Coachella: 20 Years In The Desert presents the festival’s history as a through-line, where the logic of creating a festival to highlight The Rapture and Bjork is the same that in recent years has seen standout moments from Blackpink and Pharrell Williams. Once dominant genres like techno and punk haven’t been eradicated from the festival, but have been given their own standalone tents, where they can still highlight the best of worlds that have less appeal to the youthful Coachella attendees. Travis Scott is presented as the natural offspring of punk ideals, a Bigbang reunion as the 2020 version of getting Bauhaus or Jane’s Addiction to reform. The characters may change over time, but the ideals remain the same.
Make no mistake, Coachella is an experience that extends beyond music. Its food scene is unrivaled. It is stunning to look at with art installations extending to every horizon. And, yes, there is a culture of beauty and celebrity that is intrinsic to its Southern California home. And all of these are pretty much glossed over in the doc, save for a shot of Danny DeVito hugging Amy Winehouse to display how Coachella eventually grew into attracting stars to both their stages and their audience. It’s not that Coachella doesn’t recognize these pieces as crucial to the overall ethos of their event. It’s that they know that they all exist in service to the music and that the music is the tie that binds everything together.

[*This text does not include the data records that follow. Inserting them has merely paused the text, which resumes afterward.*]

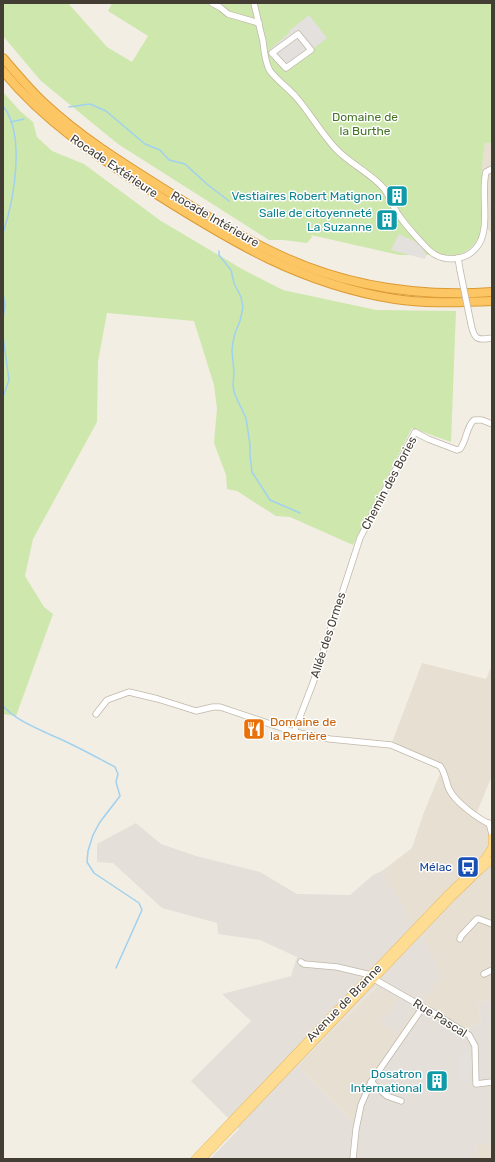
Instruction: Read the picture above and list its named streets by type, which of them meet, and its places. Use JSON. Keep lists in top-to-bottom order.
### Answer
{
  "streets": {
    "highway": ["Rocade Extérieure", "Rocade Intérieure"],
    "main road": ["Avenue de Branne"],
    "street": ["Chemin des Bories", "Allée des Ormes", "Rue Pascal"]
  },
  "crossings": [
    ["Chemin des Bories", "Allée des Ormes"],
    ["Avenue de Branne", "Rue Pascal"]
  ],
  "parks": ["Domaine de la Burthe"],
  "places": {
    "building": ["Vestiaires Robert Matignon", "Salle de citoyenneté La Suzanne", "Dosatron International"],
    "restaurant": ["Domaine de la Perrière"],
    "bus stop": ["Mélac"]
  }
}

One of my favorite moments of the film is a section that tracks Tyler The Creator from youthful Coachella attendee to main stage performer. His ascent is symbolic in a way, how the people that come out to the desert for a weekend can somehow rise not only to take the stage at the event but to create their own impact on the festival’s story. Whether it is Steve Aoki recalling how influential a Daft Punk Coachella performance was on his life or seeing the next generation of promoters in Rene Contreras taking a similar step from the punk scene of Pomona to the Coachella grounds that founder Paul Tollett did, the festival remains not just a reflection of the contemporary music scene, but a breathing entity that can push music scenes into new directions. It’s a true symbiotic relationship that few, if any, other festivals can match. As much as Coachella has grown into something its founders could never have dreamed of, there is no doubt that music remains the star around which all other things orbit. It’s enough to make October, or whenever Coachella returns, feel like it will be worth the wait. It might even better because of it.